*** Opening Provided information ***
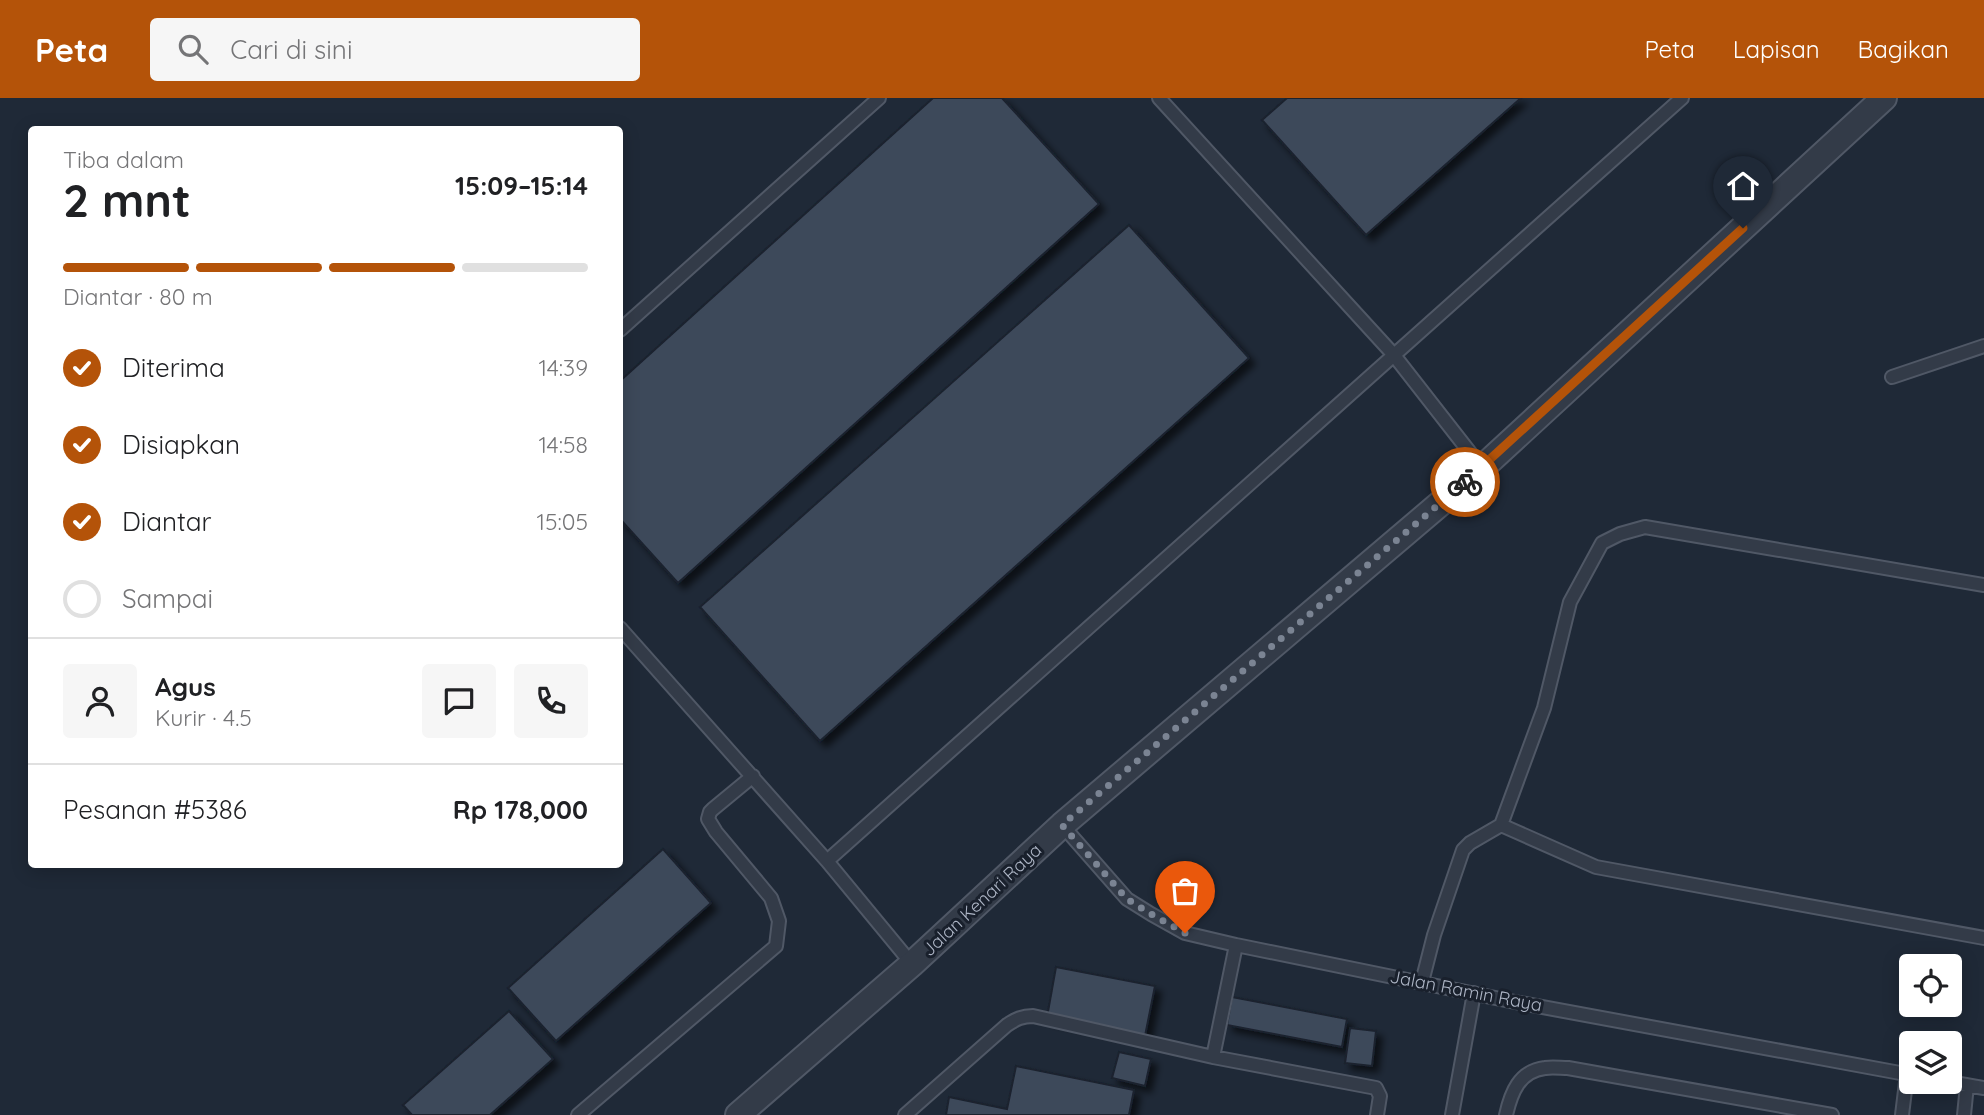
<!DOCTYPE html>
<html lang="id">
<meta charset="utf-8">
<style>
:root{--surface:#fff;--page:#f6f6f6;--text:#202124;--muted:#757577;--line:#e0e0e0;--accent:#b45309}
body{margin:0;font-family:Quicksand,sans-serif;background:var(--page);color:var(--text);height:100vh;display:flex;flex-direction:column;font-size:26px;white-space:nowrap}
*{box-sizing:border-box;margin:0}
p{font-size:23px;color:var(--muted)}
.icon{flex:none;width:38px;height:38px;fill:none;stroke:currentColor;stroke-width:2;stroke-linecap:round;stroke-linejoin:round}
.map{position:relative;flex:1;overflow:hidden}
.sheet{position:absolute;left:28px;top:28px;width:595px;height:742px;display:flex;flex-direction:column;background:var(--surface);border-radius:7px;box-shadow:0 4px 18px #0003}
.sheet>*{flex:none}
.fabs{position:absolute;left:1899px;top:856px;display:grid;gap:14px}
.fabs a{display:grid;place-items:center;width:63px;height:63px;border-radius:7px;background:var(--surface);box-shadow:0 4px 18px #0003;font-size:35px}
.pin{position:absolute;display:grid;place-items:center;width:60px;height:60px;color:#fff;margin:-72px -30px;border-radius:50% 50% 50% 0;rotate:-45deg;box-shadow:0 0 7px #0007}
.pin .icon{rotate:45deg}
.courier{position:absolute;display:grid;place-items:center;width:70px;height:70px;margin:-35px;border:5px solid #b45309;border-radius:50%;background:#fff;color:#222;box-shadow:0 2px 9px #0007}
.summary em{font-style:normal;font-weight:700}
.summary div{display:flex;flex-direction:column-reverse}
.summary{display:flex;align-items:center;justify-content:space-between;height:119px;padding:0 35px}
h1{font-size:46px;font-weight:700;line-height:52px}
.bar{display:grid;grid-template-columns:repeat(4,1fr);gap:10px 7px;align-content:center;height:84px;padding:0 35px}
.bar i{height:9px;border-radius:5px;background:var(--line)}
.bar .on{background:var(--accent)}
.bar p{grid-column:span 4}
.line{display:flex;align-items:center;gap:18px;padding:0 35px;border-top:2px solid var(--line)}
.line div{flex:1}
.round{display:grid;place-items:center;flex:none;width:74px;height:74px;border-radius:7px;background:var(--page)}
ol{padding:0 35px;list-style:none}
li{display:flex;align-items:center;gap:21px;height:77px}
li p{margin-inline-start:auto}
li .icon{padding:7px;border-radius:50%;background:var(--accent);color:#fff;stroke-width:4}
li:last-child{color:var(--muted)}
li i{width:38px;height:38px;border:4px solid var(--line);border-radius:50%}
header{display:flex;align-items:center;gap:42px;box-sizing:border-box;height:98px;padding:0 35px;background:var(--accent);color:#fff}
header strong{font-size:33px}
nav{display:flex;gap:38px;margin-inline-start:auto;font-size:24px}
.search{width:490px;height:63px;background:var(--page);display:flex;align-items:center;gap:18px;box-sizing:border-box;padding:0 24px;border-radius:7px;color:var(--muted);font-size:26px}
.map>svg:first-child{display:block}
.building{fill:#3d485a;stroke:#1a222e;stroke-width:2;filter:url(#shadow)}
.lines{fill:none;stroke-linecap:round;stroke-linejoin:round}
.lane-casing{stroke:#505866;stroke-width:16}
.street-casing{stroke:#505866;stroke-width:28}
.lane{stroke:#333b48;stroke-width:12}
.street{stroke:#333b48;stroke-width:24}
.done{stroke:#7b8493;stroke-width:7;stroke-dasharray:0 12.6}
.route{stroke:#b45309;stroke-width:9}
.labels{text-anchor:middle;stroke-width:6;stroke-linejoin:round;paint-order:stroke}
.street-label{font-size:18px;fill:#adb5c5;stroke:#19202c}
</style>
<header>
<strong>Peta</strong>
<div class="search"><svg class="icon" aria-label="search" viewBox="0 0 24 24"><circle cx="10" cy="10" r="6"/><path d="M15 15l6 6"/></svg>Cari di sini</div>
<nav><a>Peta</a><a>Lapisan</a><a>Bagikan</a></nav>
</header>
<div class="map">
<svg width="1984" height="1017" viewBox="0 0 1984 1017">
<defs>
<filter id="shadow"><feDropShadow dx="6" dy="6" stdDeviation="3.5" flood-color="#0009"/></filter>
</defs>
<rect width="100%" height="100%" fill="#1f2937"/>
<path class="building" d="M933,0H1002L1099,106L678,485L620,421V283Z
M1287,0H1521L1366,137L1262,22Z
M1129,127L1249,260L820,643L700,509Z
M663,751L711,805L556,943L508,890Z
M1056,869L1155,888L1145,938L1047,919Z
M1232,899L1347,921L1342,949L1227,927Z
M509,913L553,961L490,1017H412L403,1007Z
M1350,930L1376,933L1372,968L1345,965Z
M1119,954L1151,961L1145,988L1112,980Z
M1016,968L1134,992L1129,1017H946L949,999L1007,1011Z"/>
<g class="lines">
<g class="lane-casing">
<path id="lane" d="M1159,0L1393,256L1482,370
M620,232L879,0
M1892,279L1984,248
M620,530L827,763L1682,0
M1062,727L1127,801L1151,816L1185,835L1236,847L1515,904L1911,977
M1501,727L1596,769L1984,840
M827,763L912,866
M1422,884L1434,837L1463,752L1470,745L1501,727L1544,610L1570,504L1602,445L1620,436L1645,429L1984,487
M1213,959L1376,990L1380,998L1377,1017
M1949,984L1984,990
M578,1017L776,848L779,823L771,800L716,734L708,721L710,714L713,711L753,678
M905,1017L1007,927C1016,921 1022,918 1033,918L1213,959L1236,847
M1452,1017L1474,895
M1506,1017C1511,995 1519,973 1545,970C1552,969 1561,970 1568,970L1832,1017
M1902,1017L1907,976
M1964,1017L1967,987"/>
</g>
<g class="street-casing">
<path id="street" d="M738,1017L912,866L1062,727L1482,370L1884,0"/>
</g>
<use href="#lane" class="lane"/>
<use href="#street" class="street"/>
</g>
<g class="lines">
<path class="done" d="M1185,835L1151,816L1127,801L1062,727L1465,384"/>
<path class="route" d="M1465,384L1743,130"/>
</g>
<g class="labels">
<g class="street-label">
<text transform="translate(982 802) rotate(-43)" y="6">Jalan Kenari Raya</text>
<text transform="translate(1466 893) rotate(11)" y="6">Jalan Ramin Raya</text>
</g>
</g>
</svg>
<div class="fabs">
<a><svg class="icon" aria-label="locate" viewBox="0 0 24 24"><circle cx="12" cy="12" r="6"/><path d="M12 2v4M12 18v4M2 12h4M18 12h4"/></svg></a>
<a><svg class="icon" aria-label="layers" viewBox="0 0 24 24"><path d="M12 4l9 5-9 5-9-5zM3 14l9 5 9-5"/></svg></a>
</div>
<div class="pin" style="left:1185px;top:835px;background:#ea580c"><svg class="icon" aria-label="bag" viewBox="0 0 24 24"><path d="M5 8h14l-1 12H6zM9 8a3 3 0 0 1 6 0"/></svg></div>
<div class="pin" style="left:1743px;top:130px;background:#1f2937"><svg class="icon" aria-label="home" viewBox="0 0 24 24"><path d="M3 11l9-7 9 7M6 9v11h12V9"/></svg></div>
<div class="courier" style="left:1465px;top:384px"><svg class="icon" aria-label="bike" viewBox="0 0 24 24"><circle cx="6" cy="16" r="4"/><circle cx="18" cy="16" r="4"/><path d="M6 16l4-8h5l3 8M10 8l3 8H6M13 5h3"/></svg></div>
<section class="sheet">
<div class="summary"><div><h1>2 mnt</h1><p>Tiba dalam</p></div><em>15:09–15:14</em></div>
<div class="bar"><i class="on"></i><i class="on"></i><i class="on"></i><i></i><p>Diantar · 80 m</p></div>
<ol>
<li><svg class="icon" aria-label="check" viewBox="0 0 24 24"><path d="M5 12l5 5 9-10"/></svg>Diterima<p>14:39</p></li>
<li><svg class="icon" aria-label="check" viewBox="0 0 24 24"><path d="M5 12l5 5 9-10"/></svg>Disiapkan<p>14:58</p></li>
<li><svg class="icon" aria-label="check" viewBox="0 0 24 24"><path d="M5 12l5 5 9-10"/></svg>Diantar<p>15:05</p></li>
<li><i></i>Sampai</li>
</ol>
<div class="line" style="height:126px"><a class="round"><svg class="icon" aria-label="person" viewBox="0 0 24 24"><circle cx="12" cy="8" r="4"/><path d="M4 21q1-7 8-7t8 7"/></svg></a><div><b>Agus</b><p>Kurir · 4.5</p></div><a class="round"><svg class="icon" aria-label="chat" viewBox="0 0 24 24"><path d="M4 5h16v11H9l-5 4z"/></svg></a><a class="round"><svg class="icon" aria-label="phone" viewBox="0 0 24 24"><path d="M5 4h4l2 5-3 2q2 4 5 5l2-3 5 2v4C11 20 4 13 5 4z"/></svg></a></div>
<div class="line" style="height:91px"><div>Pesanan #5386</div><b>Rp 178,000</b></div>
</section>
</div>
*** Closing Provided information ***
▶ _Exercise prompt_: From the records above, copy each line that contains the word "space".

▶ _Written response_:
body{margin:0;font-family:Quicksand,sans-serif;background:var(--page);color:var(--text);height:100vh;display:flex;flex-direction:column;font-size:26px;white-space:nowrap}
.summary{display:flex;align-items:center;justify-content:space-between;height:119px;padding:0 35px}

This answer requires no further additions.